- What to do -
Please restate all of the records word for word, setting the pictures aside.

= Beginning of Section =

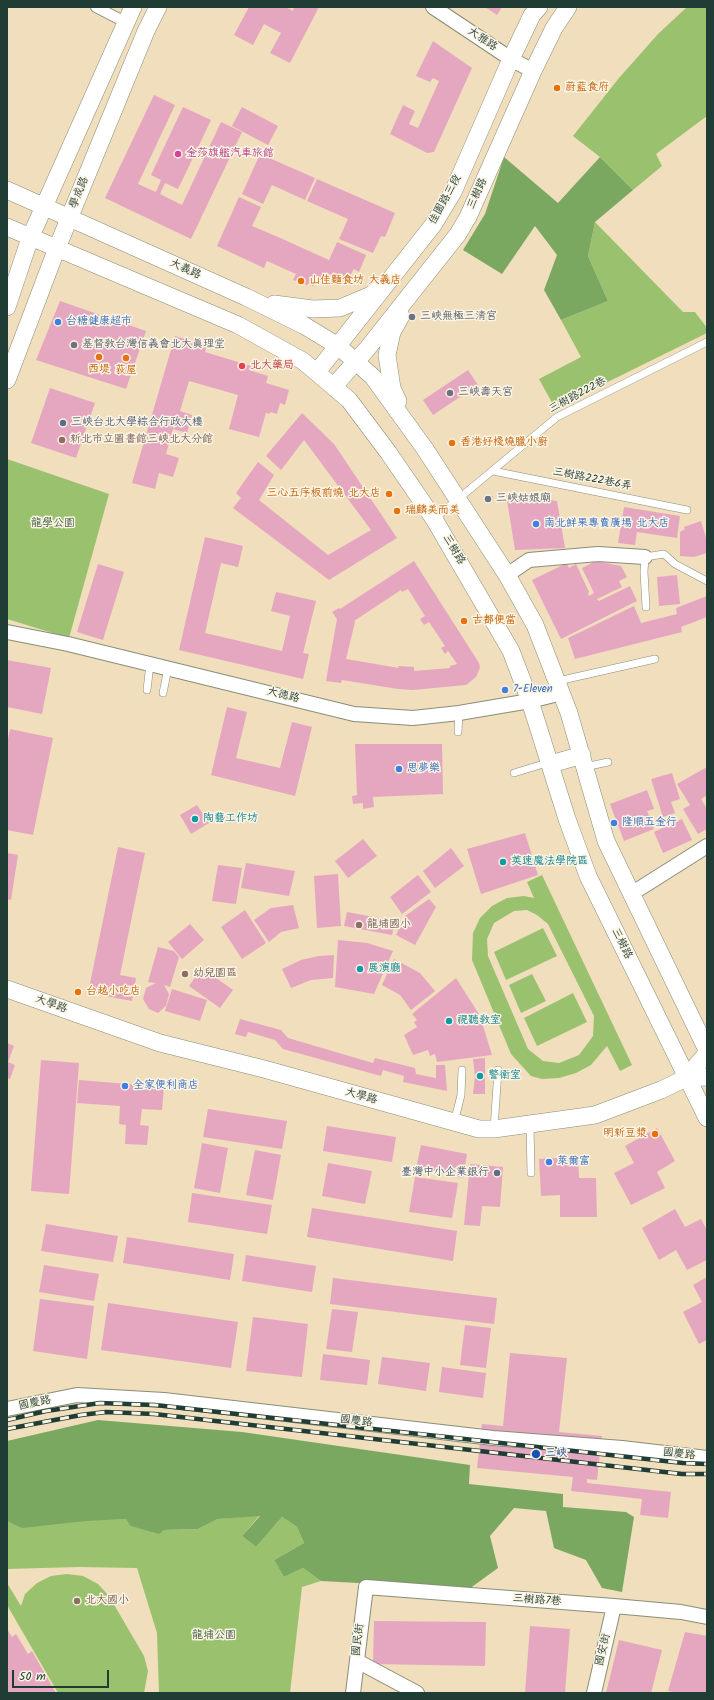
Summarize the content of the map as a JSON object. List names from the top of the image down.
{
  "streets": {
    "street": [
      "大雅路",
      "學成路",
      "三樹路",
      "佳園路三段",
      "大義路",
      "大德路",
      "大學路",
      "國慶路",
      "三樹路7巷",
      "國民街",
      "國安街"
    ],
    "lane": ["三樹路222巷", "三樹路222巷6弄"]
  },
  "crossings": [
    ["大雅路", "三樹路"],
    ["大雅路", "佳園路三段"],
    ["學成路", "大義路"],
    ["三樹路", "大義路"],
    ["三樹路", "三樹路222巷"],
    ["三樹路", "大德路"],
    ["三樹路", "大學路"],
    ["佳園路三段", "大義路"],
    ["三樹路222巷", "三樹路222巷6弄"],
    ["三樹路7巷", "國民街"],
    ["三樹路7巷", "國安街"]
  ],
  "parks": ["龍學公園", "龍埔公園"],
  "places": [
    "蔚藍食府",
    "金莎旗艦汽車旅館",
    "山佳麵食坊 大義店",
    "三峽無極三清宮",
    "台糖健康超市",
    "基督教台灣信義會北大真理堂",
    "西堤",
    "荻屋",
    "北大藥局",
    "三峽壽天宮",
    "三峽台北大學綜合行政大樓",
    "新北市立圖書館三峽北大分館",
    "香港好棧燒臘小廚",
    "三心五序板前燒 北大店",
    "三峽姑娘廟",
    "瑞麟美而美",
    "南北鮮果專賣廣場 北大店",
    "古都便當",
    "7-Eleven",
    "思夢樂",
    "陶藝工作坊",
    "隆順五金行",
    "英速魔法學院區",
    "龍埔國小",
    "展演廳",
    "幼兒園區",
    "台越小吃店",
    "視聽教室",
    "警衛室",
    "全家便利商店",
    "明新豆漿",
    "萊爾富",
    "臺灣中小企業銀行",
    "三峽",
    "北大國小"
  ],
  "scale_bar": "50 m"
}
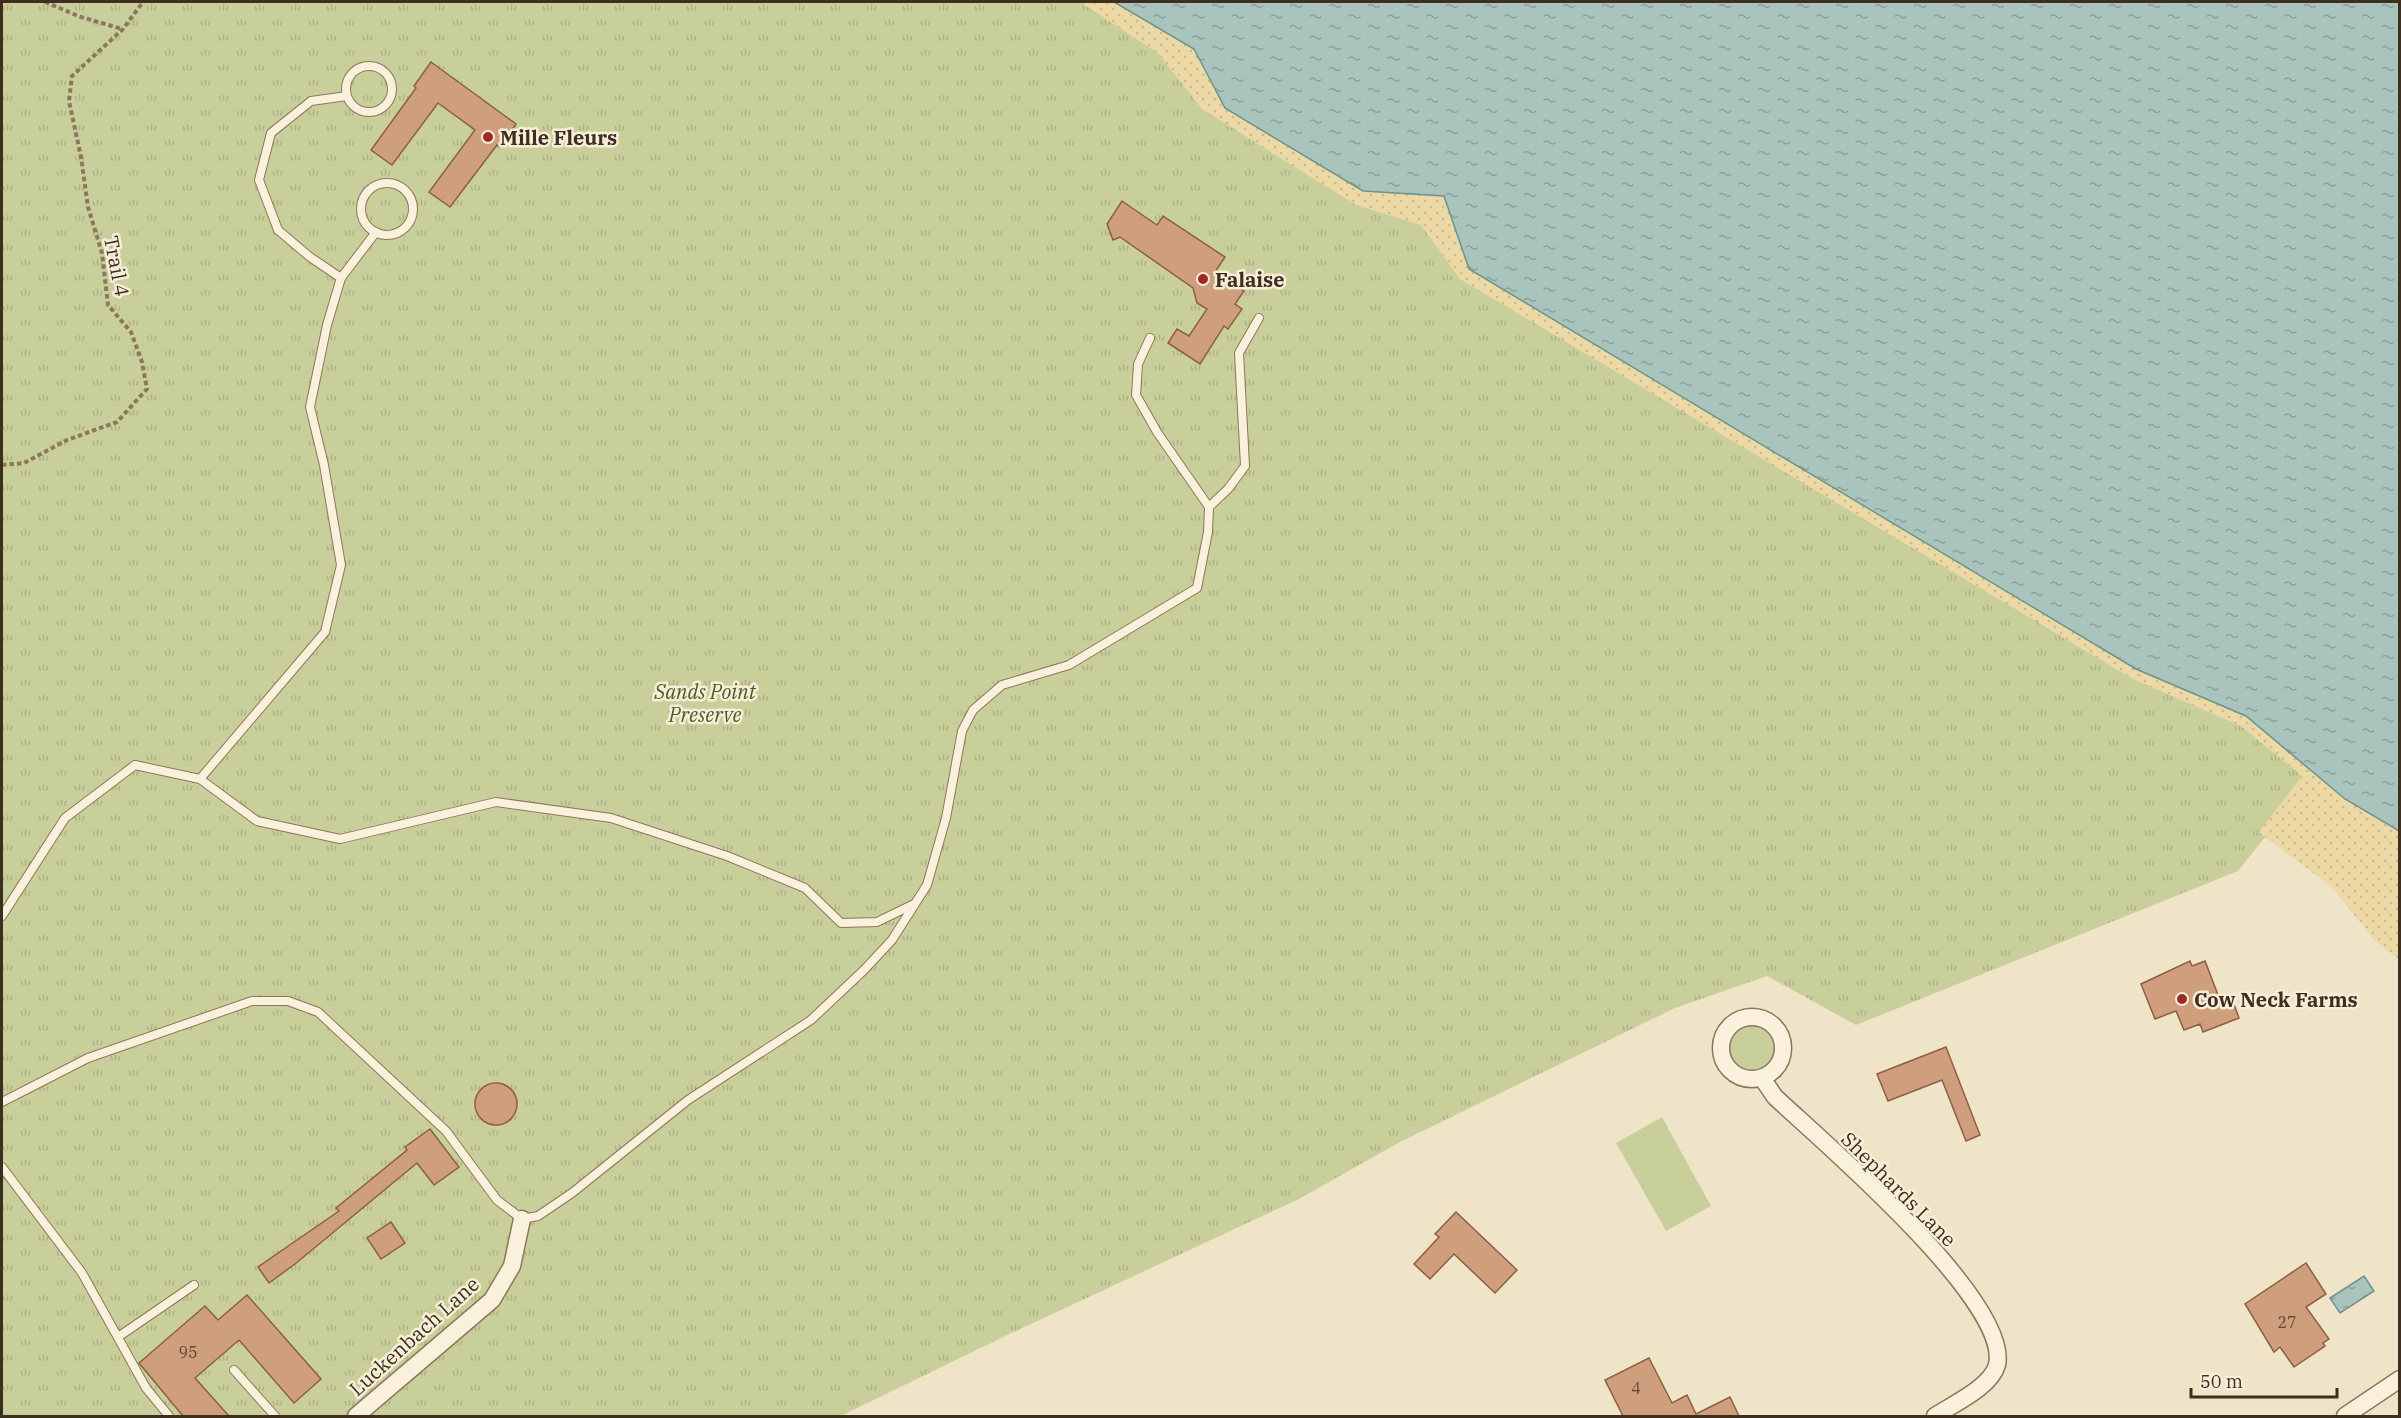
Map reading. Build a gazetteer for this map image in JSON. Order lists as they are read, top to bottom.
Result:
{
  "streets": {
    "street": ["Shephards Lane", "Luckenbach Lane"],
    "path": ["Trail 4"]
  },
  "parks": ["Sands Point Preserve"],
  "places": ["Mille Fleurs", "Falaise", "Cow Neck Farms"],
  "house_numbers": ["27", "95", "4"],
  "scale_bar": "50 m"
}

= End of Section =

- Answer section -
Summarize the content of the map as a JSON object. List names from the top of the image down.
{
  "streets": {
    "street": [
      "大雅路",
      "學成路",
      "三樹路",
      "佳園路三段",
      "大義路",
      "大德路",
      "大學路",
      "國慶路",
      "三樹路7巷",
      "國民街",
      "國安街"
    ],
    "lane": ["三樹路222巷", "三樹路222巷6弄"]
  },
  "crossings": [
    ["大雅路", "三樹路"],
    ["大雅路", "佳園路三段"],
    ["學成路", "大義路"],
    ["三樹路", "大義路"],
    ["三樹路", "三樹路222巷"],
    ["三樹路", "大德路"],
    ["三樹路", "大學路"],
    ["佳園路三段", "大義路"],
    ["三樹路222巷", "三樹路222巷6弄"],
    ["三樹路7巷", "國民街"],
    ["三樹路7巷", "國安街"]
  ],
  "parks": ["龍學公園", "龍埔公園"],
  "places": [
    "蔚藍食府",
    "金莎旗艦汽車旅館",
    "山佳麵食坊 大義店",
    "三峽無極三清宮",
    "台糖健康超市",
    "基督教台灣信義會北大真理堂",
    "西堤",
    "荻屋",
    "北大藥局",
    "三峽壽天宮",
    "三峽台北大學綜合行政大樓",
    "新北市立圖書館三峽北大分館",
    "香港好棧燒臘小廚",
    "三心五序板前燒 北大店",
    "三峽姑娘廟",
    "瑞麟美而美",
    "南北鮮果專賣廣場 北大店",
    "古都便當",
    "7-Eleven",
    "思夢樂",
    "陶藝工作坊",
    "隆順五金行",
    "英速魔法學院區",
    "龍埔國小",
    "展演廳",
    "幼兒園區",
    "台越小吃店",
    "視聽教室",
    "警衛室",
    "全家便利商店",
    "明新豆漿",
    "萊爾富",
    "臺灣中小企業銀行",
    "三峽",
    "北大國小"
  ],
  "scale_bar": "50 m"
}
Map reading. Build a gazetteer for this map image in JSON. Order lists as they are read, top to bottom.
Result:
{
  "streets": {
    "street": ["Shephards Lane", "Luckenbach Lane"],
    "path": ["Trail 4"]
  },
  "parks": ["Sands Point Preserve"],
  "places": ["Mille Fleurs", "Falaise", "Cow Neck Farms"],
  "house_numbers": ["27", "95", "4"],
  "scale_bar": "50 m"
}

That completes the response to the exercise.